| Aim of the task |
The answer must be an exact copy of the entries that follow, with all images removed.

** Data under study follows **

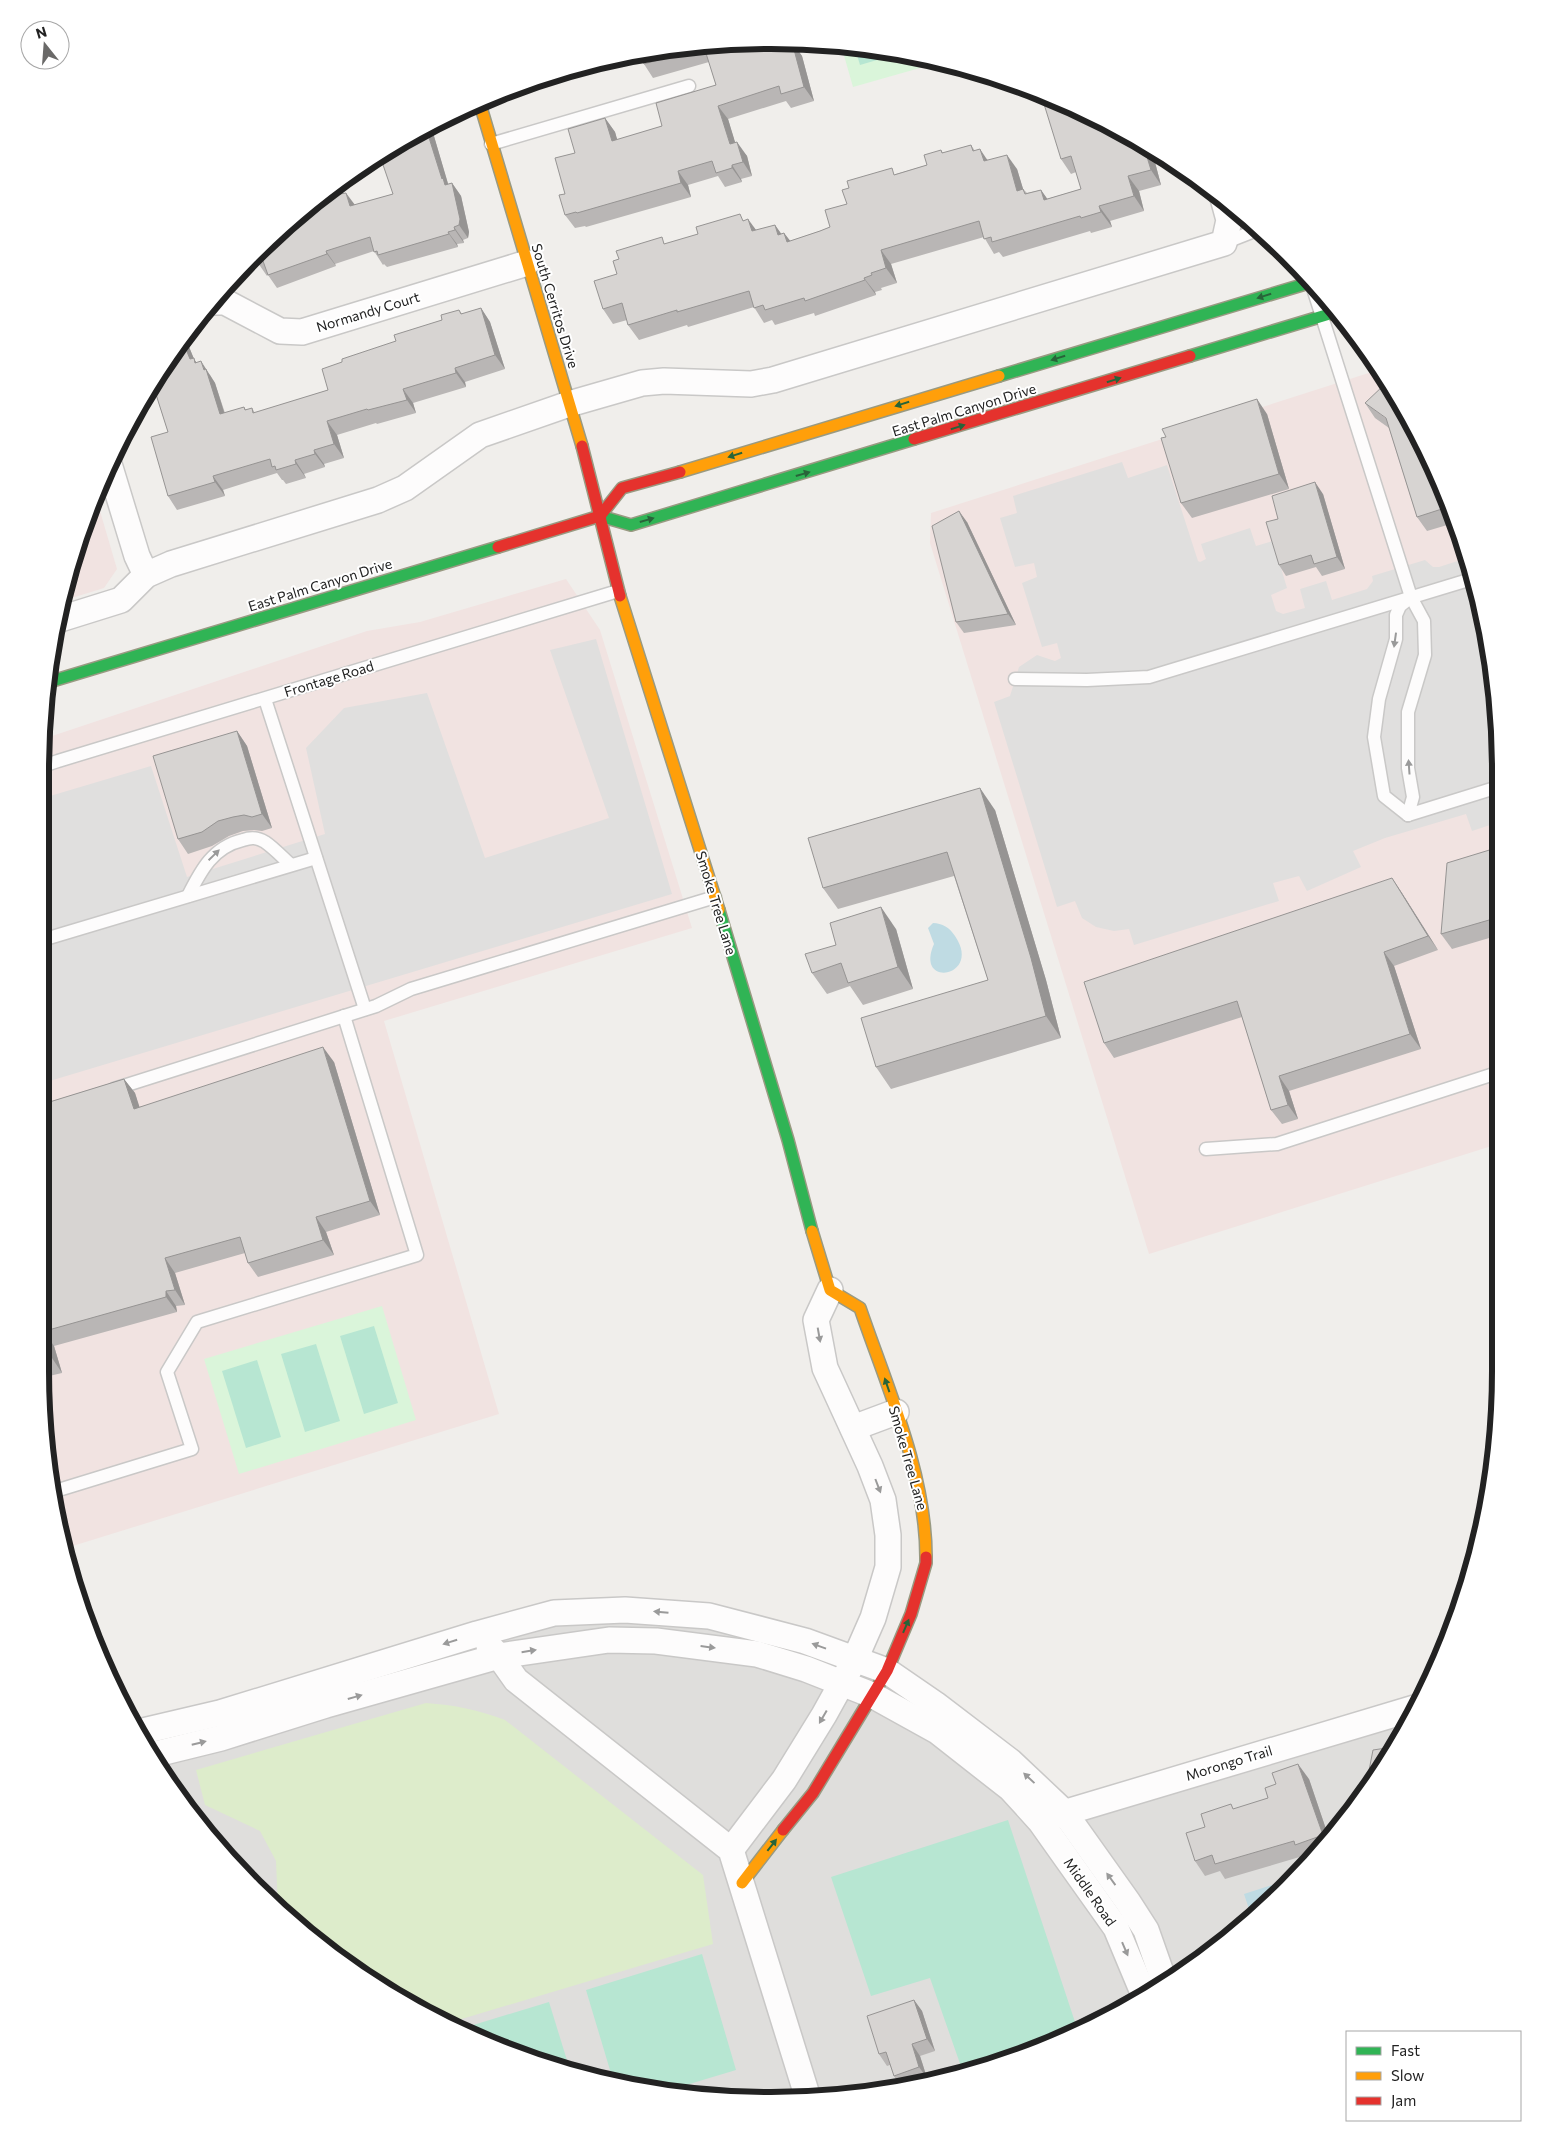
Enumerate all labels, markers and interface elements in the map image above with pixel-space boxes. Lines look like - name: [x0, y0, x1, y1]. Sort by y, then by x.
- north arrow: [20, 20, 70, 70]
- text: N: [34, 22, 49, 42]
- street label: South Cerritos Drive: [528, 242, 583, 370]
- street label: Normandy Court: [314, 288, 422, 335]
- one-way arrow: [1257, 293, 1272, 301]
- one-way arrow: [1051, 354, 1066, 362]
- one-way arrow: [1106, 376, 1121, 383]
- street label: East Palm Canyon Drive: [890, 380, 1038, 440]
- one-way arrow: [895, 401, 910, 409]
- one-way arrow: [951, 423, 966, 431]
- one-way arrow: [728, 452, 743, 460]
- one-way arrow: [795, 470, 810, 478]
- one-way arrow: [640, 516, 655, 524]
- street label: East Palm Canyon Drive: [246, 555, 394, 615]
- one-way arrow: [1390, 632, 1398, 648]
- street label: Frontage Road: [282, 657, 376, 700]
- one-way arrow: [1404, 758, 1412, 774]
- one-way arrow: [208, 849, 220, 861]
- street label: Smoke Tree Lane: [693, 849, 740, 957]
- one-way arrow: [815, 1328, 823, 1344]
- one-way arrow: [883, 1377, 891, 1392]
- street label: Smoke Tree Lane: [885, 1404, 931, 1512]
- one-way arrow: [874, 1479, 882, 1494]
- one-way arrow: [653, 1608, 669, 1616]
- one-way arrow: [902, 1619, 910, 1633]
- one-way arrow: [442, 1639, 457, 1647]
- one-way arrow: [811, 1642, 826, 1650]
- one-way arrow: [700, 1643, 716, 1651]
- one-way arrow: [521, 1647, 537, 1655]
- one-way arrow: [347, 1692, 362, 1700]
- one-way arrow: [818, 1710, 827, 1723]
- one-way arrow: [191, 1739, 206, 1747]
- street label: Morongo Trail: [1183, 1741, 1274, 1784]
- one-way arrow: [1023, 1772, 1035, 1784]
- one-way arrow: [767, 1839, 778, 1852]
- street label: Middle Road: [1061, 1854, 1120, 1929]
- one-way arrow: [1106, 1873, 1117, 1886]
- one-way arrow: [1121, 1942, 1129, 1956]
- legend: [1346, 2031, 1521, 2121]
- text: Fast: [1391, 2041, 1420, 2059]
- text: Slow: [1391, 2066, 1424, 2084]
- text: Jam: [1391, 2091, 1416, 2109]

** End of Data under study **

| Response to the exercise |
Enumerate all labels, markers and interface elements in the map image above with pixel-space boxes. Lines look like - name: [x0, y0, x1, y1]. Sort by y, then by x.
- north arrow: [20, 20, 70, 70]
- text: N: [34, 22, 49, 42]
- street label: South Cerritos Drive: [528, 242, 583, 370]
- street label: Normandy Court: [314, 288, 422, 335]
- one-way arrow: [1257, 293, 1272, 301]
- one-way arrow: [1051, 354, 1066, 362]
- one-way arrow: [1106, 376, 1121, 383]
- street label: East Palm Canyon Drive: [890, 380, 1038, 440]
- one-way arrow: [895, 401, 910, 409]
- one-way arrow: [951, 423, 966, 431]
- one-way arrow: [728, 452, 743, 460]
- one-way arrow: [795, 470, 810, 478]
- one-way arrow: [640, 516, 655, 524]
- street label: East Palm Canyon Drive: [246, 555, 394, 615]
- one-way arrow: [1390, 632, 1398, 648]
- street label: Frontage Road: [282, 657, 376, 700]
- one-way arrow: [1404, 758, 1412, 774]
- one-way arrow: [208, 849, 220, 861]
- street label: Smoke Tree Lane: [693, 849, 740, 957]
- one-way arrow: [815, 1328, 823, 1344]
- one-way arrow: [883, 1377, 891, 1392]
- street label: Smoke Tree Lane: [885, 1404, 931, 1512]
- one-way arrow: [874, 1479, 882, 1494]
- one-way arrow: [653, 1608, 669, 1616]
- one-way arrow: [902, 1619, 910, 1633]
- one-way arrow: [442, 1639, 457, 1647]
- one-way arrow: [811, 1642, 826, 1650]
- one-way arrow: [700, 1643, 716, 1651]
- one-way arrow: [521, 1647, 537, 1655]
- one-way arrow: [347, 1692, 362, 1700]
- one-way arrow: [818, 1710, 827, 1723]
- one-way arrow: [191, 1739, 206, 1747]
- street label: Morongo Trail: [1183, 1741, 1274, 1784]
- one-way arrow: [1023, 1772, 1035, 1784]
- one-way arrow: [767, 1839, 778, 1852]
- street label: Middle Road: [1061, 1854, 1120, 1929]
- one-way arrow: [1106, 1873, 1117, 1886]
- one-way arrow: [1121, 1942, 1129, 1956]
- legend: [1346, 2031, 1521, 2121]
- text: Fast: [1391, 2041, 1420, 2059]
- text: Slow: [1391, 2066, 1424, 2084]
- text: Jam: [1391, 2091, 1416, 2109]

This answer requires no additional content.